WHAT YOU SHOULD DO: Scan the material below, then work out how many of its lines contain the word "column"; reply with that number only.

------------------------

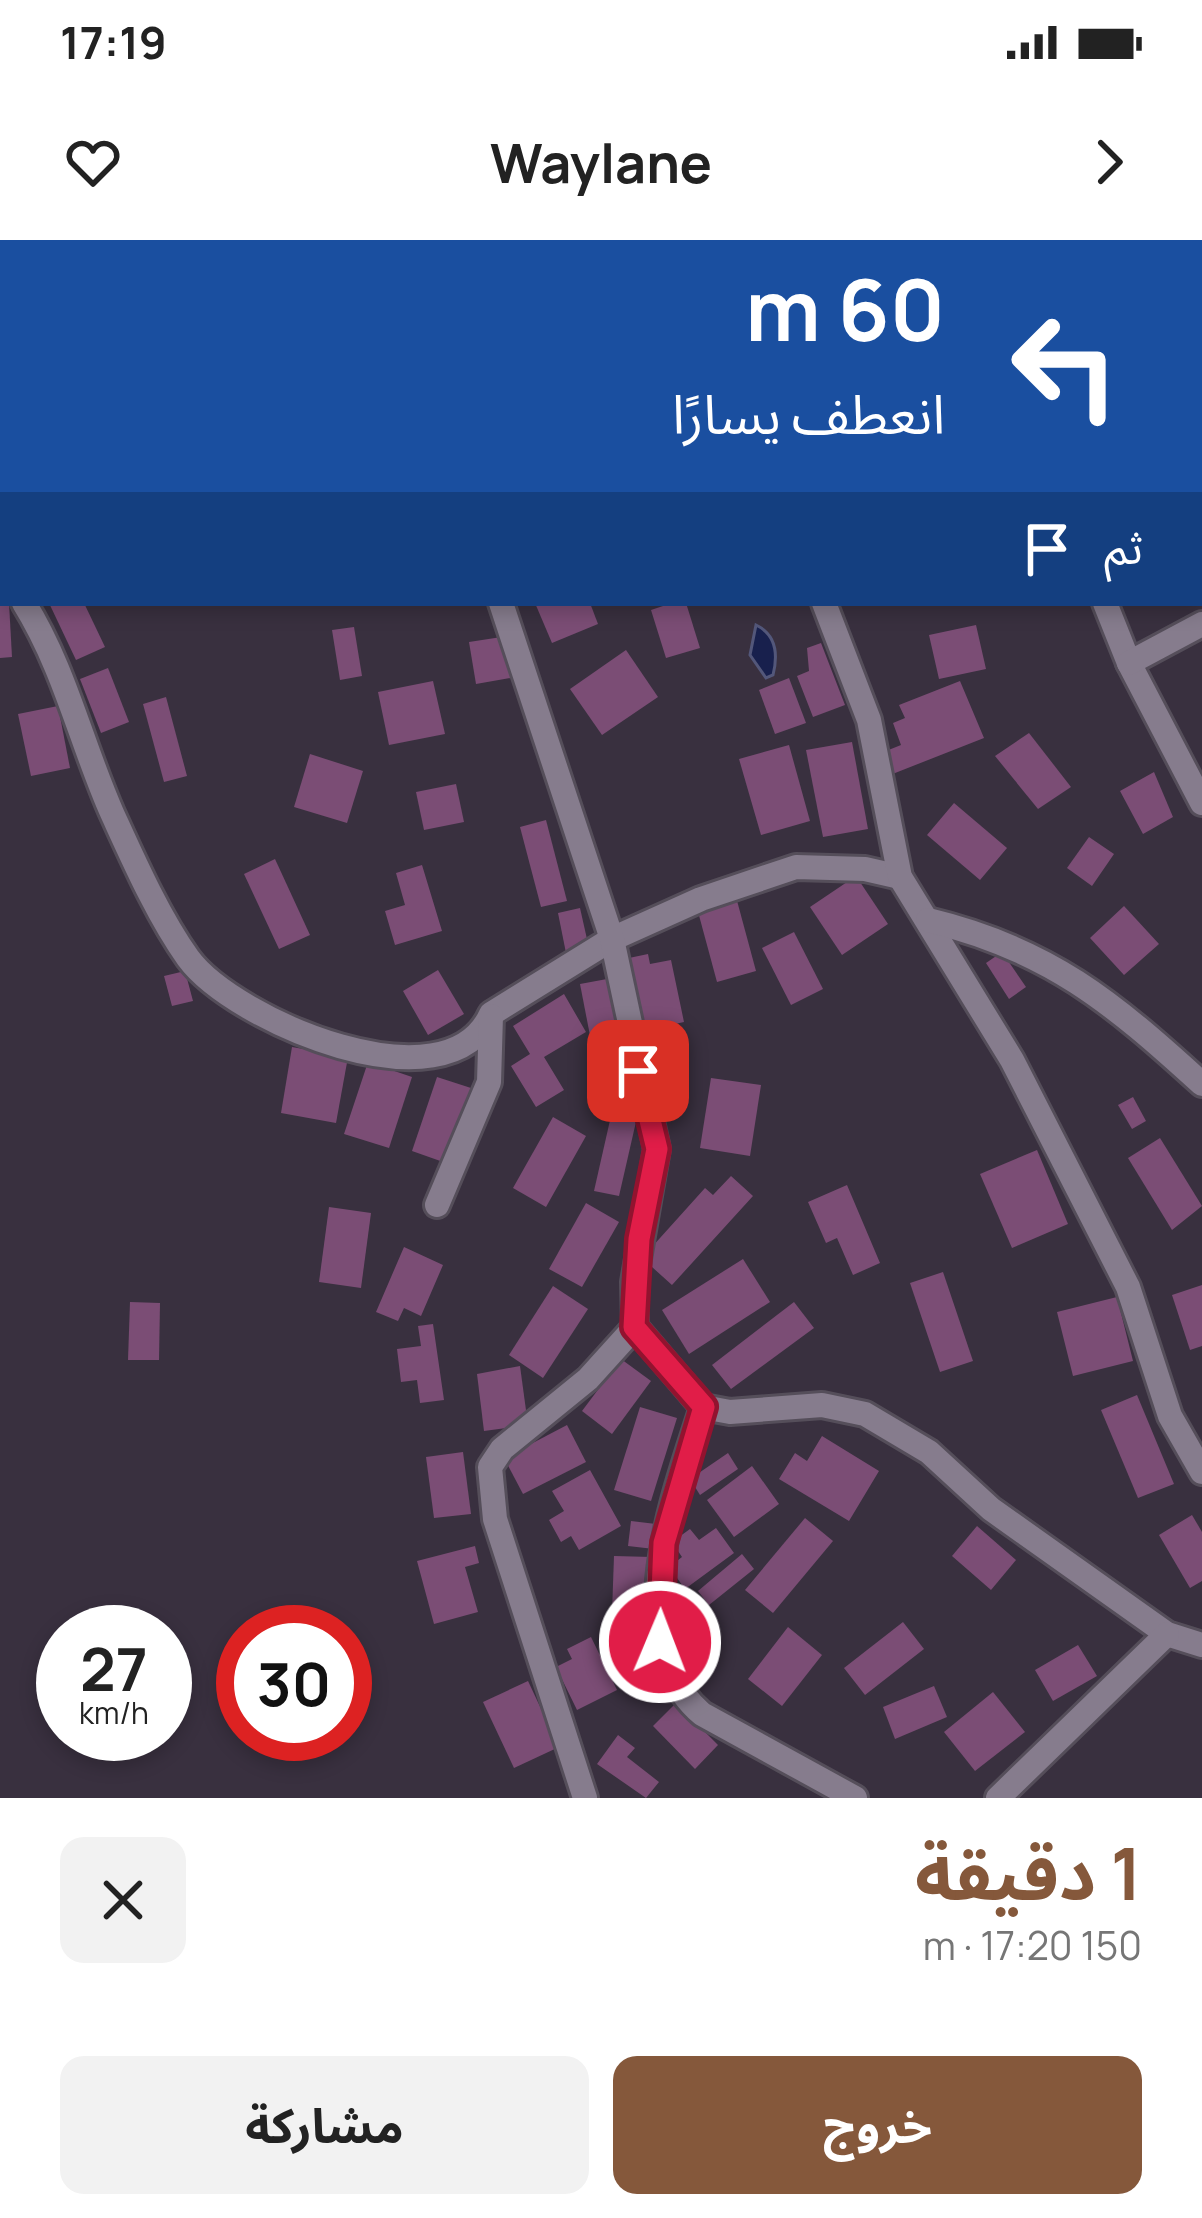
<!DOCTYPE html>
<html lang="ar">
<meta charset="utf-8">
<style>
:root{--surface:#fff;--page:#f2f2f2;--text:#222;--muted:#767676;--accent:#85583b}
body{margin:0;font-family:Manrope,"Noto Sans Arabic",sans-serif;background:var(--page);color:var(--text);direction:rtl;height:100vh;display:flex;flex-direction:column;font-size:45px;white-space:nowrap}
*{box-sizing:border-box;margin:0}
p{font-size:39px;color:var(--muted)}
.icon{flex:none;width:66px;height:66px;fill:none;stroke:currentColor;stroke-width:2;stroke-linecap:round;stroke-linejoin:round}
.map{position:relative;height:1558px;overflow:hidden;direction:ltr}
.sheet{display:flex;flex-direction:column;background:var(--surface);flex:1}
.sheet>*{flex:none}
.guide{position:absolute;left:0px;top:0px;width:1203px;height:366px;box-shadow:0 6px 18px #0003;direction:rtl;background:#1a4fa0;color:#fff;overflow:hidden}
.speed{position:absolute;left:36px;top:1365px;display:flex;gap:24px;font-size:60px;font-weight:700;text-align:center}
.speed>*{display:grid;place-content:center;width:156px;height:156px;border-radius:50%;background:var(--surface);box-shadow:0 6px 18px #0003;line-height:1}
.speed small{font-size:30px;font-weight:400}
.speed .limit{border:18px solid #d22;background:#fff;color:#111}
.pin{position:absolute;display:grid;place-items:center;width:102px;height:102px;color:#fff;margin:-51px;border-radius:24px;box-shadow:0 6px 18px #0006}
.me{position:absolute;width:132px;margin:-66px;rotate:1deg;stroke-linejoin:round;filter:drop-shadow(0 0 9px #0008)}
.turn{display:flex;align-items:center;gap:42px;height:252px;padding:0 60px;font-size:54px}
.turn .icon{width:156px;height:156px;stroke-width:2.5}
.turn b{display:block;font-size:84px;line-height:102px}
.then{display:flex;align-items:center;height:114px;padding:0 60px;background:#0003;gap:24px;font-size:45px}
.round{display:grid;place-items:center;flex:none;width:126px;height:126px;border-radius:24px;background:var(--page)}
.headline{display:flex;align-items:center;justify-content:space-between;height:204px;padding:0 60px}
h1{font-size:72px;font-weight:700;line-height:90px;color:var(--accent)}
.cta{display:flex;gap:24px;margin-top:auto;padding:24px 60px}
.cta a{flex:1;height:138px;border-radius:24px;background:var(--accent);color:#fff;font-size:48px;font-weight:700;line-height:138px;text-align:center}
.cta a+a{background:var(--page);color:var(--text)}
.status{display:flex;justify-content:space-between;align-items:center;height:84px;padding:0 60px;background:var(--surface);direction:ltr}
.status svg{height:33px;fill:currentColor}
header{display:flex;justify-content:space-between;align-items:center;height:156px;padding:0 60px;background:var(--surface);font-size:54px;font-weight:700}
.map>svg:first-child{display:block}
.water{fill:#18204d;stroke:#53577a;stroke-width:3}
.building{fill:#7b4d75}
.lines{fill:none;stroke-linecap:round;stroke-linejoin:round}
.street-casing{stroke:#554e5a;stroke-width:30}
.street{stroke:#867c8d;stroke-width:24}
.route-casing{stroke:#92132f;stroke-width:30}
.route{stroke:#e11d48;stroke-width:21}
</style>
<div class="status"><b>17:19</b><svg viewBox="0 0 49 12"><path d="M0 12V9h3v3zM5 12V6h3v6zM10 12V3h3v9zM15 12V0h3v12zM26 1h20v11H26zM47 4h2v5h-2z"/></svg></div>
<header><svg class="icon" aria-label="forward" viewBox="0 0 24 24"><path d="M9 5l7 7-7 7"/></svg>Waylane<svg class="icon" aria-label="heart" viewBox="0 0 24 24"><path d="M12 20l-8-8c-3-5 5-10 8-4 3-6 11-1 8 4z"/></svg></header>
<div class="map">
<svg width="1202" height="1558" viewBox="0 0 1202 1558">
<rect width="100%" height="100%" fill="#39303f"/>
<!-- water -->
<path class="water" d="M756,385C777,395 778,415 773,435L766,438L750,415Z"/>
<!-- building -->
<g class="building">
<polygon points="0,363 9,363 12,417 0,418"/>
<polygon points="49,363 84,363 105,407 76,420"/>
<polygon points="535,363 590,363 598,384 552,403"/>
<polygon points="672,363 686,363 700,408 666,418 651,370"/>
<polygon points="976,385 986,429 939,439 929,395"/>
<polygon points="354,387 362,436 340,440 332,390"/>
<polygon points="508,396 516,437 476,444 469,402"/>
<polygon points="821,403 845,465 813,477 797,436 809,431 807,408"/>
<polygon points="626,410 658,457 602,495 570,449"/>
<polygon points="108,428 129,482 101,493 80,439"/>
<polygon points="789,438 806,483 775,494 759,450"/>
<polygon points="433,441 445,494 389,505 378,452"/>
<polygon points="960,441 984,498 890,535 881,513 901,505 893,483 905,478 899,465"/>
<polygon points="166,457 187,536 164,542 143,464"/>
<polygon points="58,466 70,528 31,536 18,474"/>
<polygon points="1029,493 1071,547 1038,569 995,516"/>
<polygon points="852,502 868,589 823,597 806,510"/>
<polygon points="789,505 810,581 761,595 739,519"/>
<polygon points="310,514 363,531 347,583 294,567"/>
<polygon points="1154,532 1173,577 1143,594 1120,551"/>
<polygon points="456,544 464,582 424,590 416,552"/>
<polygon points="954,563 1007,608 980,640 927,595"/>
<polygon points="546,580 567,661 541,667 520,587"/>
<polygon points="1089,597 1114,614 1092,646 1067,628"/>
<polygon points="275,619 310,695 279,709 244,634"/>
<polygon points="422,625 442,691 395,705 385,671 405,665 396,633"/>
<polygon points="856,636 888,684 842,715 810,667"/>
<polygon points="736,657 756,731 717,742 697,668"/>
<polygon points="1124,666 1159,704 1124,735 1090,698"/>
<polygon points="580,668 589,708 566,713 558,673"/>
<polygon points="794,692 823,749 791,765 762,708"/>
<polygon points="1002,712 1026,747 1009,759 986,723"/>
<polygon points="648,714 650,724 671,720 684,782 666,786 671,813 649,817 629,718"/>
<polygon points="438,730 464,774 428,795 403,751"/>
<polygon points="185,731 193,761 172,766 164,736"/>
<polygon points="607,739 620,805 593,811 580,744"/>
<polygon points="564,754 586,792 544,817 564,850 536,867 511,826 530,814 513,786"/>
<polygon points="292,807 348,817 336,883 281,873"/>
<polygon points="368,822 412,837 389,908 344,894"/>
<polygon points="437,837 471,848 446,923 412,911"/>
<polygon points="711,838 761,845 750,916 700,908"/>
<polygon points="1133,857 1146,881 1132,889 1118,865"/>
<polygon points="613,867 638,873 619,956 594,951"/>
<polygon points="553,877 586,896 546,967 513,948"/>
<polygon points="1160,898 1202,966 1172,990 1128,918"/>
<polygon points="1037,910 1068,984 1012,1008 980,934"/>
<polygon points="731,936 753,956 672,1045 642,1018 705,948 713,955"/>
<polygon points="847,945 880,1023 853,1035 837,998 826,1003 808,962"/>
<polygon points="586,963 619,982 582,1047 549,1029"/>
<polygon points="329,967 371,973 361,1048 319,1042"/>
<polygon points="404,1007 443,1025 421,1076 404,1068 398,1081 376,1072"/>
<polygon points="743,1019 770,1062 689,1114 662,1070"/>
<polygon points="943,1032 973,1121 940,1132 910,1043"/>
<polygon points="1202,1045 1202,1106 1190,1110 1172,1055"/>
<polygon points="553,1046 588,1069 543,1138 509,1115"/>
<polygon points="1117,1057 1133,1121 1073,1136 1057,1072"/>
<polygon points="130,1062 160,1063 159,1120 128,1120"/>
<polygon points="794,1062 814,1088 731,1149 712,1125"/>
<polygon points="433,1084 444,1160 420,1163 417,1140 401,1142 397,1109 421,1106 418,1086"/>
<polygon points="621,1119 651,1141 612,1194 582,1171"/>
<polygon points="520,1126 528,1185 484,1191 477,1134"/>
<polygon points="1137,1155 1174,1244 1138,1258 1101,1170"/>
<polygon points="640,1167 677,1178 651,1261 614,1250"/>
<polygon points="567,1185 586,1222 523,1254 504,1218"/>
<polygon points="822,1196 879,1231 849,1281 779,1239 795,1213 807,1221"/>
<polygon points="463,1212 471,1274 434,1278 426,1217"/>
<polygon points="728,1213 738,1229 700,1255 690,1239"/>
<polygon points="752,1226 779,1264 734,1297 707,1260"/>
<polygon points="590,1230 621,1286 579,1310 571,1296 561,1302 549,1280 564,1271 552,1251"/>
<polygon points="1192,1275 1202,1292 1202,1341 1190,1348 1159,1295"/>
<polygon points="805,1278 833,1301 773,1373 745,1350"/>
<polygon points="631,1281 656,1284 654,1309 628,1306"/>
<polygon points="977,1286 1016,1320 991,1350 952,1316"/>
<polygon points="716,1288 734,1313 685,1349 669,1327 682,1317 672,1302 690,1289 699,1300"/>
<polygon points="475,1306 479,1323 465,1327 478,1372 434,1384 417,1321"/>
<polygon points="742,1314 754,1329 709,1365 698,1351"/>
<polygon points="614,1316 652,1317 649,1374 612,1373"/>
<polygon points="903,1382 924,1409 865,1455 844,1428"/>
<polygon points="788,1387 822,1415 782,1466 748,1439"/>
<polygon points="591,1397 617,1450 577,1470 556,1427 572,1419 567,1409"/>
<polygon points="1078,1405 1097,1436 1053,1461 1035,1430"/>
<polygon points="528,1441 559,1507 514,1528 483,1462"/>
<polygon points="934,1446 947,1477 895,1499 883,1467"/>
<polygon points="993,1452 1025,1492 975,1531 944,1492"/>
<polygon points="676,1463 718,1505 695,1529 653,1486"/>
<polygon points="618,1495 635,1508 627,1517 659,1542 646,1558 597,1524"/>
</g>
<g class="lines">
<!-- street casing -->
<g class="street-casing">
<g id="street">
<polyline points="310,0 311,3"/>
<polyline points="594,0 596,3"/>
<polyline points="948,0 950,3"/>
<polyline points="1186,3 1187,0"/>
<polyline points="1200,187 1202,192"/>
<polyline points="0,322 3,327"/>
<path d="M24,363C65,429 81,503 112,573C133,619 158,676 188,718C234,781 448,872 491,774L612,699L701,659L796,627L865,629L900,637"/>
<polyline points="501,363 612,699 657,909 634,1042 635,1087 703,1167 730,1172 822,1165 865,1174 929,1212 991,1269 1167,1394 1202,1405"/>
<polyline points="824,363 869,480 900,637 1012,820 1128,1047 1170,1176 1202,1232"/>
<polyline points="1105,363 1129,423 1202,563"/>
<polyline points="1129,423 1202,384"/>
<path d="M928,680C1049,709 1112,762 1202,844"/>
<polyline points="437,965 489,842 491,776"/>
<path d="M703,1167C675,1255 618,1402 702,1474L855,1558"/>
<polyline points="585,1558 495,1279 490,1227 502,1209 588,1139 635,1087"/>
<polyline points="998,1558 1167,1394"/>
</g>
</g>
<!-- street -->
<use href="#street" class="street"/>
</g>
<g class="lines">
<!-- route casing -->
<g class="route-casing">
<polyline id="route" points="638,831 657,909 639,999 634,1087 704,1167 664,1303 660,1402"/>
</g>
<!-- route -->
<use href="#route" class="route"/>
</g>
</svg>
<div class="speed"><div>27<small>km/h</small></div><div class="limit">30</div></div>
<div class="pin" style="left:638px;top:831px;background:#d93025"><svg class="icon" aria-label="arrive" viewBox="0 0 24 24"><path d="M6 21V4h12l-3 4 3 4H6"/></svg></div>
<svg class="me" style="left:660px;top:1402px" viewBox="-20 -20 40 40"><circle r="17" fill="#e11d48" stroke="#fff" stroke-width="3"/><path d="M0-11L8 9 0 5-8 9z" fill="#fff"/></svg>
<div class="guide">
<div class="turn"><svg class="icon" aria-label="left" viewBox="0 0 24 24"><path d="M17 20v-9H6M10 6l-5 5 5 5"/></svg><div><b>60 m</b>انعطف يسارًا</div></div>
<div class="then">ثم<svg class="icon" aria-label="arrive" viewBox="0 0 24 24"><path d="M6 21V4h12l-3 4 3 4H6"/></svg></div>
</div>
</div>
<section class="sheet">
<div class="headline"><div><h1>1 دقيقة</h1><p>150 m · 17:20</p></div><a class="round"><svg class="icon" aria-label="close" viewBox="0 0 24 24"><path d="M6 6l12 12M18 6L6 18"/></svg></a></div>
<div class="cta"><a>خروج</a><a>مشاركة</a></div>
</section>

------------------------

EXERCISE RESULT: 2